Introduction. The interaction of light with nano-scale material, can be characterized by various properties of the outgoing light [1]. This interaction results in partial transmission, due to absorption and scattering. Predicting such optical response of a nanostructure requires solving the full set of Maxwell equations. This problem, denoted as the “direct problem” in Fig. 1, is a feasible prediction problem, and can be solved via simulations. The more challenging direction is the “inverse problem,” i.e., inferring the nanoscale geometry from a measured (or desired) spectra in the far field.

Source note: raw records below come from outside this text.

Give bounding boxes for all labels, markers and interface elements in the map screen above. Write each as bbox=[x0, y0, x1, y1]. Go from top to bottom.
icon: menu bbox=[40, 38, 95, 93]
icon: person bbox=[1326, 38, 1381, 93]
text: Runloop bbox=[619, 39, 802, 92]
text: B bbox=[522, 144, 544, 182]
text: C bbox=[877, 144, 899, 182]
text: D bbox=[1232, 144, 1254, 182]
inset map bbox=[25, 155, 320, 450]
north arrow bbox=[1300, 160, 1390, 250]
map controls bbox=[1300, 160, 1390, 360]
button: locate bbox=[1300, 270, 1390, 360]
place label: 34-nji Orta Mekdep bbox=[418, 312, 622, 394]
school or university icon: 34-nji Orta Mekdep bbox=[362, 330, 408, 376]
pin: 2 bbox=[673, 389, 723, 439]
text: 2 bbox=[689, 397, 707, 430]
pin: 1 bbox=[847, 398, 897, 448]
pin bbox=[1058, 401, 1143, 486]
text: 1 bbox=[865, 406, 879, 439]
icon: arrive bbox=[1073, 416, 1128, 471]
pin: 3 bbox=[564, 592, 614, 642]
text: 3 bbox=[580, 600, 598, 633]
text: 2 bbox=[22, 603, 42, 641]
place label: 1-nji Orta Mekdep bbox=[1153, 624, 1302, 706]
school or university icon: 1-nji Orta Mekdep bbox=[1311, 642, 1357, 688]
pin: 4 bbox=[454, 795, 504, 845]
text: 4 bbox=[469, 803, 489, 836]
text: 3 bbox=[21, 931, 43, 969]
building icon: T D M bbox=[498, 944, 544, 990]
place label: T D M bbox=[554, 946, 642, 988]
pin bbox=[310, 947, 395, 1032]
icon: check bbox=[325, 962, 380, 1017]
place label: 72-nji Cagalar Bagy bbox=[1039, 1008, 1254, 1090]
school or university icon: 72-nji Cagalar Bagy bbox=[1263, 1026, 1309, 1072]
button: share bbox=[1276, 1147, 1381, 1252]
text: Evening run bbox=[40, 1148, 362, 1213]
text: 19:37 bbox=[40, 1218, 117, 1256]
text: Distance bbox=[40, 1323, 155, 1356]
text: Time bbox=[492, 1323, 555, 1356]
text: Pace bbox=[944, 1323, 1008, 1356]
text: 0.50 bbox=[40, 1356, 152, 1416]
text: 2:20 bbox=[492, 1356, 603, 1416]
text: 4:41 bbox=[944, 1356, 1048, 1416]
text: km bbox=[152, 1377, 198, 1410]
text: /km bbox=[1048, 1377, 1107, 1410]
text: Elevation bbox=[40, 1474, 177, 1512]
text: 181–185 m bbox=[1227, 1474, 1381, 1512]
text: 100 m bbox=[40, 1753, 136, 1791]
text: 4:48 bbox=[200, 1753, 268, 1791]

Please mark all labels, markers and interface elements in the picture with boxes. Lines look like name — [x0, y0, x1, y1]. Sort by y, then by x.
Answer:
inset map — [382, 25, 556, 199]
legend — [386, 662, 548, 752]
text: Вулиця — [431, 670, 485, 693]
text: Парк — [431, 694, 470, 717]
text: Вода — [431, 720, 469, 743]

Indeed, the inverse design of nanophotonics structures, i.e., obtaining a geometry for a desired photonic function, has been a challenge for decades. Due to the highly nonlinear nature of this optimization problem, it requires, when applying evolutionary or topology optimization algorithms [2,3], hundreds to several thousands of iterations for a single design task. Recently, modern machine learning (ML) algorithms have been applied to this nanophotonics inverse problem, demonstrating great promise [47].

One can distinguish two different levels of generalization in the design of nanostructures by ML, one of which has been demonstrated, but the other remains a desirable goal. The first, and the more basic one, is obtaining a model that is capable of designing nanostructures of the same shape and material it was trained on, but with different properties, such as arm sizes, angles, host material, etc. Work such as [816] fall within this category, since their test set comprises geometries with shapes of the same structure as the ones in the train set, and the ML algorithm outputs a parameterized description for those structures.

The second category refers to models that can generalize and design geometries with shapes that differ from the set of shapes used during training. For example, in this work, we showcase that our model can infer “${\rm L}$,”- “${\rm h}$,”- and “${\rm H}$”-shaped nanostructures, given matched spectra, although the model was trained on different types of shapes. Additional attempts to devise such a model have been recently presented in [17]. In this work, the authors proposed a generator-discriminator architecture with an adversarial objective that does not utilize a pixel-wise loss in geometry space. They tried to test the generalization ability of their model by training on a set of digit shapes (from the MNIST [18] dataset), leaving one digit as a test set. However, in their work, the model designed a shape from the set of shapes it was trained on, and did not seem to generalize as expected.

 figure: Fig. 1.

Fig. 1. Interaction of light with plasmonic nanostructures. Incoming electromagnetic radiation interacts with the nanostructure in a resonant manner, leading to an effective optical response. The spectra of both polarizations are dictated by the geometry of the nanostructure, rather than the chemical composition.

Download Full Size | PDF

Achieving generalization requires training on a diverse enough dataset. In this work, we rely on the dataset from [12,13], which has been converted to a pixel-wise format. To test generalization ability, we hold out some of the shape classes.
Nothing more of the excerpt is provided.